Seasoned Advice Asked by billynoah on December 16, 2020
I’d like to pressure can tomatoes without adding acid as recommended by the USDA (and outlined here). The reason being is, imo, the additional acid ruins the flavor.
My understanding of the official recommendation is that it specifically relates to food safety for water bath canning. This is further supported by statements like this:
High acid foods can be safely canned in a water bath canner. Low acid foods may need the addition of acids like lemon juice or vinegar to acidify them enough to be canned in a water bath canner. Non acidic foods require the pressure canner.

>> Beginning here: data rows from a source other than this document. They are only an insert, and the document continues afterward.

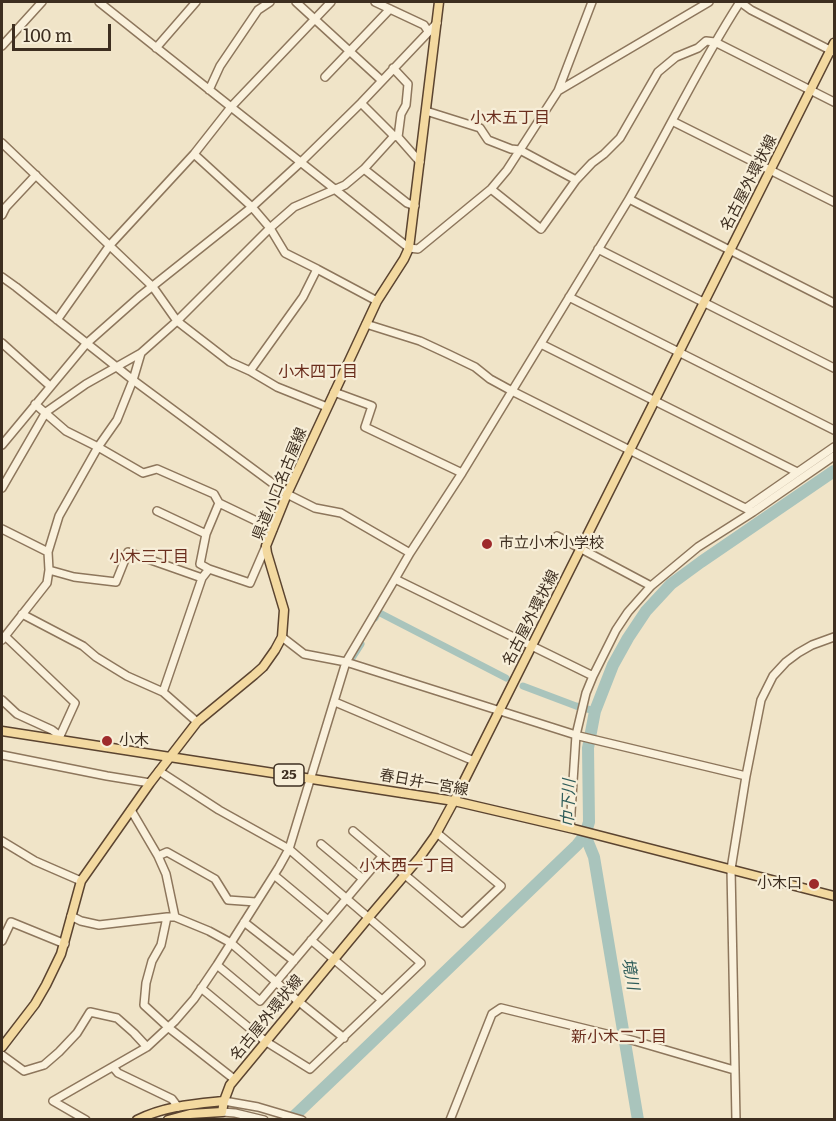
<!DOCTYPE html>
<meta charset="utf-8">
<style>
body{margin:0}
#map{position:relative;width:836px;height:1121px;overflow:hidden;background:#f0e4c8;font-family:Literata,serif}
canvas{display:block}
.frame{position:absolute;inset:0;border:3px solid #3d2e20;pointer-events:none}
.scale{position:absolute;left:12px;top:24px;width:99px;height:27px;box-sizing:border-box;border:3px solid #3d2e20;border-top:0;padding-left:8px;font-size:18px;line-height:21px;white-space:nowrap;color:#3d2e20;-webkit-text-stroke:4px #f7eed8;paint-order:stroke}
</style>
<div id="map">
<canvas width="836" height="1121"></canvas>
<div class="frame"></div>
<div class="scale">100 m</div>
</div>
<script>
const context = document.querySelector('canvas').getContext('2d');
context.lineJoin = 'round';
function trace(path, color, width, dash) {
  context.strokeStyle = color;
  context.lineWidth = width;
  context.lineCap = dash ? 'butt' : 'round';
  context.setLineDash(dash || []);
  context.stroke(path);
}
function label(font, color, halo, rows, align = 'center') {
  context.font = font + ' Literata,"Noto Sans JP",serif';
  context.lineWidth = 4.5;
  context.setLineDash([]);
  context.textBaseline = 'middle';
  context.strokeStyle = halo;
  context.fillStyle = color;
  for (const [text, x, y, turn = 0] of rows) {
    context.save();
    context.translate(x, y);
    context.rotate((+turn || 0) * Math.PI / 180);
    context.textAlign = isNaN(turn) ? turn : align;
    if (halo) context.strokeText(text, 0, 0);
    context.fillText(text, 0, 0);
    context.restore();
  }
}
trace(new Path2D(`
 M375,618L378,612L506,678
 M352,658L361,644
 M523,686L576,706L595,711`), '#a9c4bc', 7);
trace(new Path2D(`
 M585,835L594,857L638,1120
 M290,1120L351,1062L577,845L585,835L589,822L588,748L595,711L613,665L628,638L646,611L671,584L701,562L834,471`), '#a9c4bc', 12);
const minor = new Path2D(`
 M99,2L231,107L409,248L418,249L491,189L507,170L558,91L592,2
 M296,2L381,80
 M375,2L424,25L428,31
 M740,2L751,10L834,52
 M2,46L42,2
 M156,48L196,2
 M393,68L408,84L406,105L401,114L398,137
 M325,77L390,9
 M209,90L220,66L258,10L270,2
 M558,91L709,2
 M361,103L394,136L398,137L420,162
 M426,111L480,128L488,140L511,149L520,150L576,180
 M672,121L834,202
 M2,143L153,287L177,321L230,362L250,371L303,297L317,269L377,301
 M194,154L252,207L270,228L285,253L317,269
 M364,169L407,203L415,206
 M491,189L541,229L576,180L592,163L604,154L620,138L658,72L676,57L698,48L706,41L715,42L834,102
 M629,199L834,303
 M2,215L6,207L36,175
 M598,249L834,368
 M2,277L16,287L133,380L287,494L315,508L341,513L410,553
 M569,297L834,430
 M57,320L110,245L194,154L231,107L331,2
 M366,324L420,341L448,354L475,367L490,379L512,391L753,512
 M2,343L50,386
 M541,344L797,472
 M250,371L277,387L327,407
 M334,392L372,406L365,427L462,473
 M35,404L66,431L98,447L143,473L157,469L214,494L219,503L273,529
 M2,445L86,344L139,297L252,207L301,162L361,103L437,23
 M2,488L46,412L86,384L141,353L177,321L270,228L294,207L345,185L364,169L394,136
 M746,508L834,447
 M157,511L206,534
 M2,529L48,552
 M557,536L651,586
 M209,569L250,583L266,546
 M49,570L74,577L116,582L128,552L202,578L163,692
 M202,578L209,569L200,564L206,534L219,503
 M395,579L410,553L462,473L629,199C667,134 699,65 740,2
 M22,614L83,646L96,657L127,676L163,692L197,722
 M5,636L75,703L60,736
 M282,637L304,654L346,662L395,579L593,676
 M2,640L47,583L49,570L48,552L59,516L98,447L117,420L133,380L141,353
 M2,700L17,714L52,730L60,736V739
 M335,702L474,761
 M2,755L107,776L150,783
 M159,771L219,810L289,849L421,963L310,1069L265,1041L201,988
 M131,810L158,856L166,874L175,917
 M570,828L576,735L586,693L593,676L616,630L628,612L651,586L698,547L753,512L834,456
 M353,831L462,923L501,886L437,833
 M2,841L35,861L81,881
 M321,844L363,879
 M158,856L167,852L215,879L228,900L256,902
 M274,875L328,920
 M71,916L81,921L99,925L167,917H175L209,931L231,943L298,1001L344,1038
 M167,917L161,945L152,961L146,983L144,1005L169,1028L234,1079
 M244,922L294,961
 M311,940L382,1000
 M2,941L11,922L65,944
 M217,965L260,1001L379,860
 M2,1055L24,1071L44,1065L59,1052L77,1033L90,1012L117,1018L134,1033L147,1047
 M113,1067L118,1073L172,1099L178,1107
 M224,1101L258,1107L302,1120
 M222,1112L235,1113L264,1120
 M86,1120L53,1101L147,1047L175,1021L194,999L217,965L279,867L289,849L346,662L579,736L746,776
 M450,1120L492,1014L501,1008L635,1041L734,1070
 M736,1120L731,869L746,776L761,700L773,676L786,662L798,653L812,645L834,637`);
const major = new Path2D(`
 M2,731L454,801L574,829L834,896
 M2,1047L35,1004L46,985L61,954L81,881L150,783L197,722L254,675L263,667L275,650L282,637L284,610L267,553L266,546L287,494L377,301L404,259L409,248L439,2
 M137,1120C164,1106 195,1104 224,1101
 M168,1120L190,1114L222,1112L224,1101L230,1085L369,917L420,857L435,836L454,801L834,43`);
trace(minor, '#8d765c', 10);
trace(major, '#5b4430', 11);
trace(minor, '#faf1dc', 7);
trace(major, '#f3d9a0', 8);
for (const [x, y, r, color] of [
 [487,544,6,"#9e2a2b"],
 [107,741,6,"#9e2a2b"],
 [814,884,6,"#9e2a2b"]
]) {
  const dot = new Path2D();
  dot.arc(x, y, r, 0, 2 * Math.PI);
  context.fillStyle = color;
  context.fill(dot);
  trace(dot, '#f7eed8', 2);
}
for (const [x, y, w] of [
 [289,775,30]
]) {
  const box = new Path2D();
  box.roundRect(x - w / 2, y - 11, w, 22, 4.5);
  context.fillStyle = '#f7eed8';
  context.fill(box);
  trace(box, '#3d2e20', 1.5);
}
label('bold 14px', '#3d2e20', null, [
 ["25",289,775]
]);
label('15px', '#3d2e20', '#f7eed8', [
 ["名古屋外環状線",749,183,-63],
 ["県道小口名古屋線",280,484,-68],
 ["名古屋外環状線",531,618,-63],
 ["春日井一宮線",424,783,10],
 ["名古屋外環状線",267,1018,-51]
]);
label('15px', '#3d2e20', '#f7eed8', [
 ["市立小木小学校",499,544],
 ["小木",119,741],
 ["小木口",802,884,"right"]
], 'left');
label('16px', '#6b2e1e', '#f7eed8', [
 ["小木五丁目",510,118],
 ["小木四丁目",318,372],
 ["小木三丁目",149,557],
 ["小木西一丁目",407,866],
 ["新小木二丁目",619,1037]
]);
label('italic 16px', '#2f5d5a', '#f7eed8', [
 ["巾下川",569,803,-88],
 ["境川",630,974,80]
]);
</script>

There are many recipes for safely canning low acid foods using a pressure canner but despite the above statement and a large volume of research to support it, I’ve been unable to find a single authoritative recipe outlining a safe procedure for pressure canning tomatoes without acid. I did however find a plethora of other threads about this very topic with nothing conclusive and no strong consensus, e.g.:
How can I safely can tomatoes using a pressure cooker without adding any acid? Can I simply follow the procedure for canning another low acid vegetable like carrots or green beans? Like 10 lbs pressure / 25 minutes? Or maybe err on the side of safety and increase time and/or pressure?
According to Putting Foods By, 25th ed. (1982), you can fill tomato jars with just hot boiled tomato juice rather than requiring additional acid, and then pressure-can them:
... with some adjustments depending on jar size.
However, their extensive (11 large pages) section on tomatoes notes that whether or not acid should be added when pressure canning is controversial.